Monti spiega in Usa la sua Italia virtuosa alle elite finanziaria e dei media

Pubblicato il 14 luglio 2012 15:15 | Ultimo aggiornamento: 14 luglio 2012 15:15

Mario Monti con la cancelliera Angela Merkel alla conferenza di Sun Valley

SUN VALLEY, STATI UNITI – La realta’ italiana ed europea spiegata all’elite finanziaria e dei media statunitensi, quasi fosse un ‘ambasciatore’ della Ue negli Stati Uniti. Mario Monti ha raccontato la ‘sua’ Italia a Sun Valley, Idaho: un’Italia sottovalutata ma virtuosa, punita invece di essere premiata per il cammino intrapreso e che sta rispettando.

E ha incassato applausi e apprezzamenti dalla platea a stelle e strisce alla quale non ha mancato di ricordare che la crisi di cui l’Europa sta scontando le conseguenze e’ iniziata proprio negli Usa.

Nella sala conferenze del Sun Valley Inn, dove si tiene la 30ma edizione della conferenza Allen & Co, Monti ha parlato di primo mattino, alle 7.30 locali. I presenti sono seduti attorno a tavoli tondi, fra i quali uno tutto italiano, come dimostrano le bandierine sopra, che ospita il presidente di Fiat John Elkann, Gianfranco Zoppas, patron dell’omonima societa’, e Mike Volpi, partner di Index Ventures. Dopo la colazione Monti e’ salito sul palco e, intervistato dal giornalista Charlie Rose, ha offerto la sua visione e la sua determinazione.

L’Italia e’ un paese virtuoso perche’ segue il cammino dell’austerity e invece di premiarla la puniscono, ha detto il premier secondo quanto riferito da diverse fonti. E tutto questo – ha aggiunto Monti – e’ creato da disturbi da paesi terzi. Il riferimento sembra essere alla Grecia e alla Spagna. Il downgrade di Moody’s – ha ammesso il premier – e’ una disgrazia ma il mercato ha premiato l’Italia e l’asta odierna e’ andata bene. Bisogna avere fiducia: il cambio culturale non avviene in breve tempo ma con sofferenza. Dopo aver confermato che il sistema bancario italiano e’ solido, Monti ha spiegato alla platea americana come sul mercato del lavoro si e’ iniziato a fare ma bisogna fare di piu’.

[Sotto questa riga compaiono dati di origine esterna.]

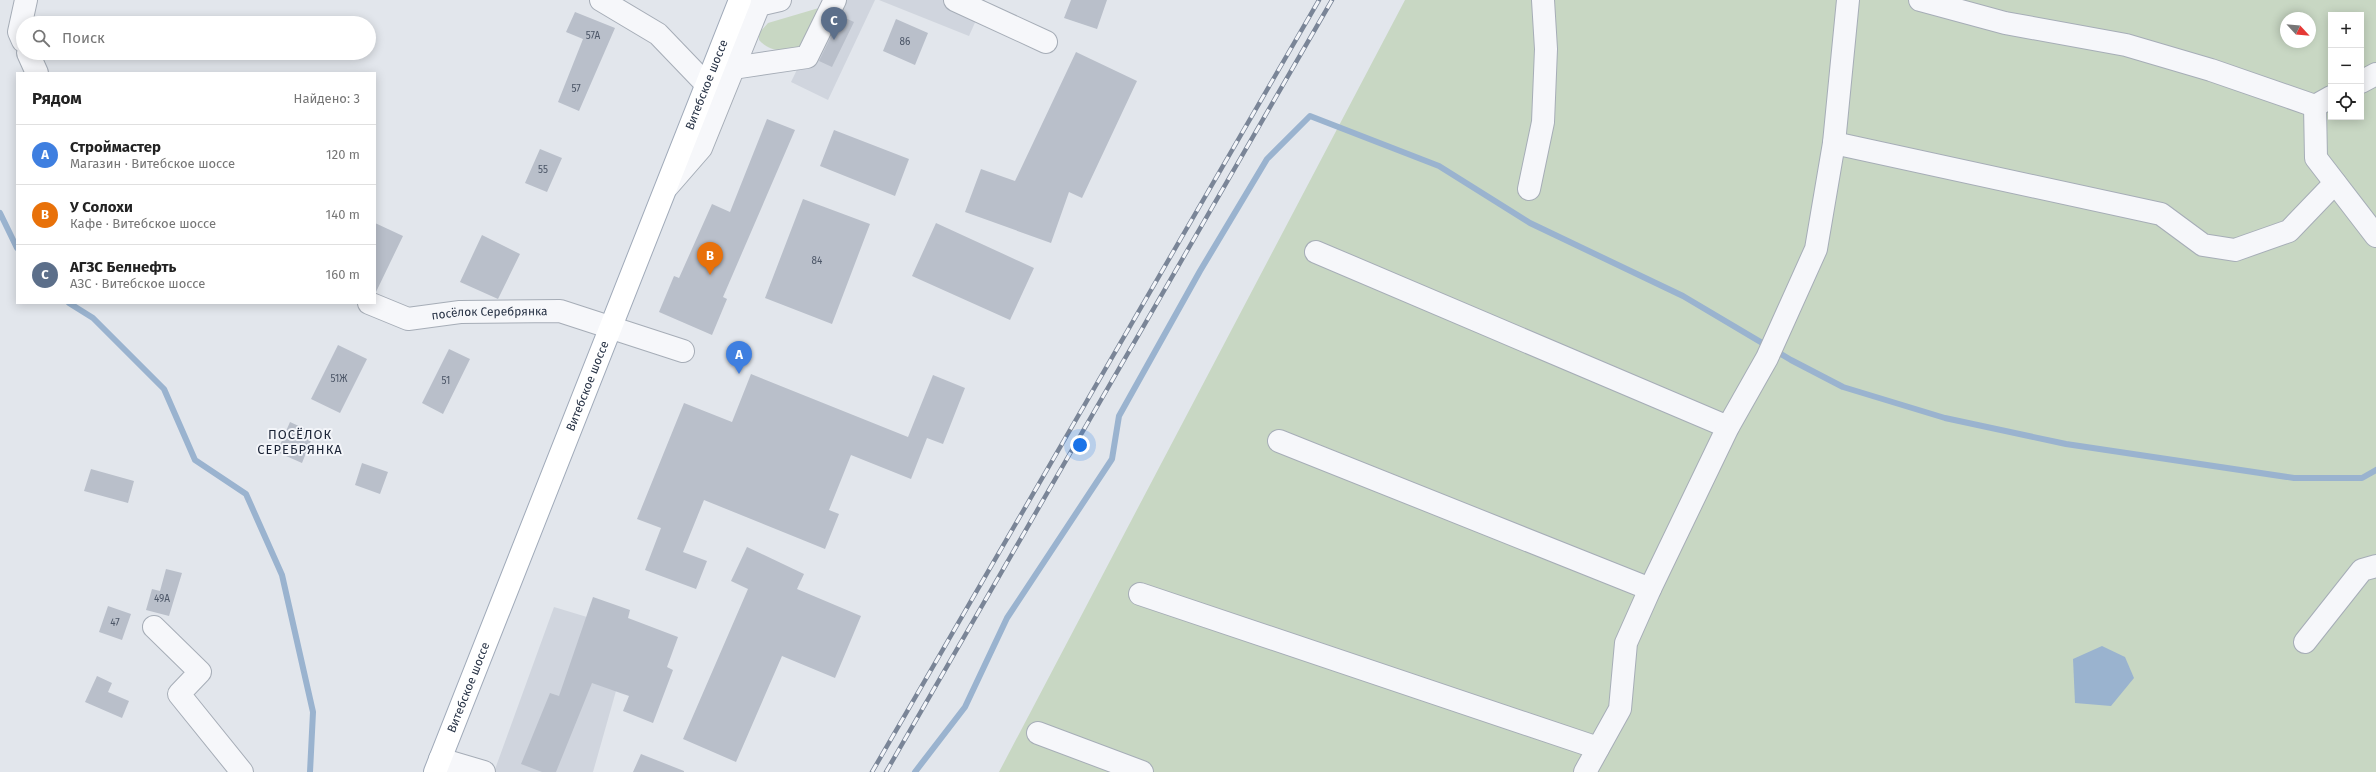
<!DOCTYPE html>
<html lang="ru">
<meta charset="utf-8">
<style>
body{margin:0;font-family:"Fira Sans",sans-serif;background:#f2f2f2;color:#222}
.controls{position:absolute;right:12px;top:12px;display:grid;overflow:hidden;border-radius:0px;box-shadow:0 2px 10px #0003}
.controls button{width:36px;height:36px;display:grid;place-items:center;padding:0;border:0;border-bottom:1px solid #e0e0e0;background:#fff;color:#222;font:20px sans-serif}
.compass{position:absolute;left:2280px;top:12px;width:36px;height:36px;border-radius:50%;background:#fff;box-shadow:0 2px 10px #0003;rotate:116deg}
.you{position:absolute;left:1080px;top:445px;width:14px;height:14px;margin:-10px;border:3px solid #fff;border-radius:50%;background:#1a73e8;box-shadow:0 0 0 6px #1a73e833}
.badge{display:grid;place-items:center;width:26px;height:26px;border-radius:50%;background:#2563eb;color:#fff;font-size:13px;font-weight:700}
.pin{position:absolute;translate:-50% -33px;filter:drop-shadow(0 1px 2px #0008)}
.pin::after{content:'';position:absolute;top:21px;width:14px;height:12px;background:inherit;clip-path:polygon(0 0,100% 0,50% 100%)}
.list{margin:0;padding:0;list-style:none}
h2{display:flex;justify-content:space-between;align-items:center;height:52px;margin:0;padding:0 16px;font-size:17px}
h2 small{font-size:13px;font-weight:400;color:#767676}
.list li{display:grid;grid-template-columns:26px 1fr auto;gap:12px;align-items:center;box-sizing:border-box;height:60px;padding:0 16px;border-top:1px solid #e0e0e0}
.list b{display:block;font-size:15px;white-space:nowrap}
.list p{margin:0;font-size:13px;white-space:nowrap;color:#767676}
.list em{font-size:13px;font-style:normal;color:#767676}
.icon{flex:none;width:22px;height:22px;fill:none;stroke:currentColor;stroke-width:2;stroke-linecap:round;stroke-linejoin:round}
.map{position:relative;flex:none;width:2376px;height:772px;overflow:hidden}
.search{position:absolute;background:#fff;box-shadow:0 2px 10px #0003;left:16px;top:16px;width:360px;height:44px;display:flex;align-items:center;gap:10px;box-sizing:border-box;padding:0 14px;border-radius:22px;color:#767676;font-size:15px}
.panel{position:absolute;background:#fff;box-shadow:0 2px 10px #0003;left:16px;top:72px;width:360px;height:232px;border-radius:0px}
.map>svg:first-child{display:block}
.built{fill:#d0d5de}
.green{fill:#c8d7c3;fill-rule:evenodd}
.water{fill:#9ab3cf}
.lines{fill:none;stroke-linecap:round;stroke-linejoin:round}
.stream{stroke:#9ab3cf;stroke-width:6}
.building{fill:#b9bfca}
.minor-casing{stroke:#a6adb7;stroke-width:24}
.major-casing{stroke:#a0aab9;stroke-width:24}
.minor{stroke:#f6f7fa;stroke-width:22}
.major{stroke:#fff;stroke-width:22}
.rail-casing{stroke:#7a8597;stroke-width:4.5}
.rail{stroke:#f3f5f9;stroke-width:3;stroke-dasharray:9;stroke-linecap:butt}
.labels{text-anchor:middle;dominant-baseline:central;stroke-width:4;stroke-linejoin:round;paint-order:stroke}
.number-label{font-size:10px;fill:#4c5667}
.street-label{font-size:12px;fill:#283346;stroke:#f3f5f9}
.neighbourhood-label{font-size:13px;letter-spacing:1px;fill:#1b2437;stroke:#f3f5f9}
</style>
<div class="map">
<svg width="2376" height="772" viewBox="0 0 2376 772">
<rect width="100%" height="100%" fill="#e2e6ec"/>
<path class="built" d="M831,0H875L828,100L791,82Z
M879,0H985L969,36Z
M554,607L633,631L593,772H494Z"/>
<path class="green" d="M1405,0H2376V772H999ZM2331,15H2361V117H2331ZM2286,18H2310V42H2286Z
M829,5L807,44C790,50 773,55 759,40V33L768,23Z"/>
<path class="water" d="M2102,646L2125,657L2134,678L2111,706L2075,703L2073,659Z"/>
<g class="lines">
<path class="stream" d="M0,213L17,248
M69,303L93,318L164,389L195,460L246,494L282,575L313,712L310,772
M915,772L965,707L1007,618L1112,459L1119,416L1200,271L1267,159L1310,116L1439,166L1530,223L1683,296L1791,360L1843,387L1945,418L2066,444L2294,478H2362L2376,470"/>
</g>
<path class="building" d="M1071,0H1107L1097,29L1064,18Z
M575,12L615,28L579,111L558,102L583,39L566,32Z
M841,16L854,22L832,67L819,61Z
M896,19L928,33L915,65L883,51Z
M1076,52L1137,81L1082,198L1069,192L1051,243L965,212L981,169L1015,181Z
M767,119L795,130L723,297L727,299L712,335L659,312L674,276L679,278L712,204L730,212Z
M834,130L909,159L895,196L820,166Z
M540,149L562,158L547,192L525,183Z
M803,199L870,224L832,324L765,298Z
M375,223L403,236L376,292H375Z
M936,223L1034,268L1010,320L912,276Z
M482,235L520,254L498,299L460,282Z
M338,345L367,359L340,413L311,399Z
M449,349L470,359L443,414L422,403Z
M751,374L908,437L933,375L965,388L943,444L927,438L911,479L851,455L829,510L839,514L825,549L704,500L683,552L707,561L696,589L645,570L661,528L637,519L684,403L732,422Z
M290,422L314,433L302,463L277,452Z
M362,463L388,472L380,494L355,485Z
M91,469L134,481L128,503L84,491Z
M747,547L804,574L797,589L861,616L835,678L782,656L736,762L683,739L748,589L731,581Z
M166,569L182,573L169,616L146,610L152,589L160,591Z
M593,597L630,610L628,618L678,637L667,667L673,670L653,723L623,711L629,696L592,683L556,772H542L521,764L550,693L559,696Z
M108,606L131,614L122,640L99,632Z
M97,676L112,683L108,692L129,701L122,718L85,702Z
M641,754L684,771V772H633Z"/>
<g class="lines">
<g class="minor-casing">
<g id="minor">
<path d="M601,0L658,34L706,84"/>
<path d="M955,0L1046,42"/>
<path d="M1920,0L2005,23L2126,45L2211,70L2315,106L2331,97"/>
<path d="M23,41L19,32L26,0"/>
<path d="M28,53L37,73"/>
<path d="M733,68L807,57L835,0"/>
<path d="M2361,82L2376,74"/>
<path d="M2315,106L2316,158L2376,236"/>
<path d="M1834,143L2161,214L2203,245L2235,250L2289,231L2335,183"/>
<path d="M668,186L701,148L759,5L780,0"/>
<path d="M1529,189L1543,122L1546,49L1543,0"/>
<path d="M1316,252L1728,427"/>
<path id="s1" d="M369,303L408,319L460,312L560,311L683,351"/>
<path d="M1279,441L1650,589"/>
<path d="M1140,594L1598,748"/>
<path d="M154,627L200,672L179,694L242,772"/>
<path d="M2305,642L2362,570L2376,566"/>
<path d="M1038,733L1142,772"/>
<path d="M440,759L484,772"/>
<path d="M1585,772L1620,709L1626,643L1650,589L1728,427L1767,358L1816,249L1834,143L1848,0"/>
</g>
</g>
<g class="major-casing">
<g id="major">
<path id="s2" d="M435,772L740,0"/>
</g>
</g>
<use href="#minor" class="minor"/>
<use href="#major" class="major"/>
<g class="rail-casing">
<path id="rail" d="M872,772L1319,0
M886,772L1332,0"/>
</g>
<use href="#rail" class="rail"/>
</g>
<g class="labels">
<g class="number-label">
<text x="593" y="36">57А</text>
<text x="905" y="42">86</text>
<text x="576" y="89">57</text>
<text x="543" y="170">55</text>
<text x="817" y="261">84</text>
<text x="339" y="379">51Ж</text>
<text x="446" y="381">51</text>
<text x="162" y="599">49А</text>
<text x="115" y="623">47</text>
</g>
<g class="street-label">
<text stroke="none"><textPath href="#s2" startOffset="739">Витебское шоссе</textPath></text>
<text stroke="none"><textPath href="#s1" startOffset="124">посёлок Серебрянка</textPath></text>
<text stroke="none"><textPath href="#s2" startOffset="415">Витебское шоссе</textPath></text>
<text stroke="none"><textPath href="#s2" startOffset="91">Витебское шоссе</textPath></text>
</g>
<g class="neighbourhood-label">
<text x="300" y="434">ПОСЁЛОК<tspan x="300" dy="15">СЕРЕБРЯНКА</tspan></text>
</g>
</g>
</svg>
<div class="controls">
<button>+</button>
<button>−</button>
<button><svg class="icon" aria-label="locate" viewBox="0 0 24 24"><circle cx="12" cy="12" r="6"/><path d="M12 2v4M12 18v4M2 12h4M18 12h4"/></svg></button>
</div>
<svg class="compass" viewBox="-18 -18 36 36"><path d="M0-13l5 13h-10z" fill="#e53935"/><path d="M0 13l5-13h-10z" fill="#767676"/></svg>
<div class="you"></div>
<div class="pin badge" style="left:739px;top:374px;background:#3f7fe0">A</div>
<div class="pin badge" style="left:710px;top:275px;background:#e8710a">B</div>
<div class="pin badge" style="left:834px;top:40px;background:#5c6f8a">C</div>
<div class="search"><svg class="icon" aria-label="search" viewBox="0 0 24 24"><circle cx="10" cy="10" r="6"/><path d="M15 15l6 6"/></svg>Поиск</div>
<section class="panel">
<h2>Рядом<small>Найдено: 3</small></h2>
<ul class="list">
<li><span class="badge" style="background:#3f7fe0">A</span><div><b>Строймастер</b><p>Магазин · Витебское шоссе</p></div><em>120 m</em></li>
<li><span class="badge" style="background:#e8710a">B</span><div><b>У Солохи</b><p>Кафе · Витебское шоссе</p></div><em>140 m</em></li>
<li><span class="badge" style="background:#5c6f8a">C</span><div><b>АГЗС Белнефть</b><p>АЗС · Витебское шоссе</p></div><em>160 m</em></li>
</ul>
</section>
</div>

Ed ha aggiunto: il popolo italiano ha bisogno di essere governato ed e’ stato sfortunato, finora non ha incontrato il governo giusto. Il premier ha anche ribadito che non intende ripresentarsi nella primavera 2013. E proprio la sua assenza e l’incertezza sul futuro politico dell’Italia sembrano preoccupare i miliardari di Sun Valley. La prima domanda a Monti al termine dell’intervista va proprio in questo senso e arriva dal fondatore di Microsoft. Bill Gates chiede al premier della capacita’ dell’Italia di dar seguito alle riforme e di essere virtuosa. Monti risponde facendo il paragone fra Stati Uniti ed Europa e osserva che la problematica e’ la capacita’ di esprimere una leadership.

L’intervento di Monti e’ stato di ”grande effetto. Sarei piu’ felice se restasse anche dopo il prossimo anno”, ha detto Howard Stringer, presidente del consiglio di amministrazione di Sony. E’ ”super-stimato”, ha riferito Zoppas descrivendo l’atmosfera dei presenti, compatti a tifare per l’euro affinche’ resti una moneta forte. ”Ha rassicurato” offrendo ”una visione completa” ai presenti interessati piu’ che altro a capire la realta’ europea, ha aggiunto il patron di Zoppas, secondo il quale l’Italia e’ ritenuta fortunata ad avere un presidente come Monti.

Anche il mega-miliardario Warren Buffett si e’ molto complimentato con Monti. ”E’ stato bravo, eccellente” sono le parole usate da Tim Cook, amministratore delegato di Apple. Intervento ”eccellente” anche per Jack de Gioia, presidente della Georgetown University.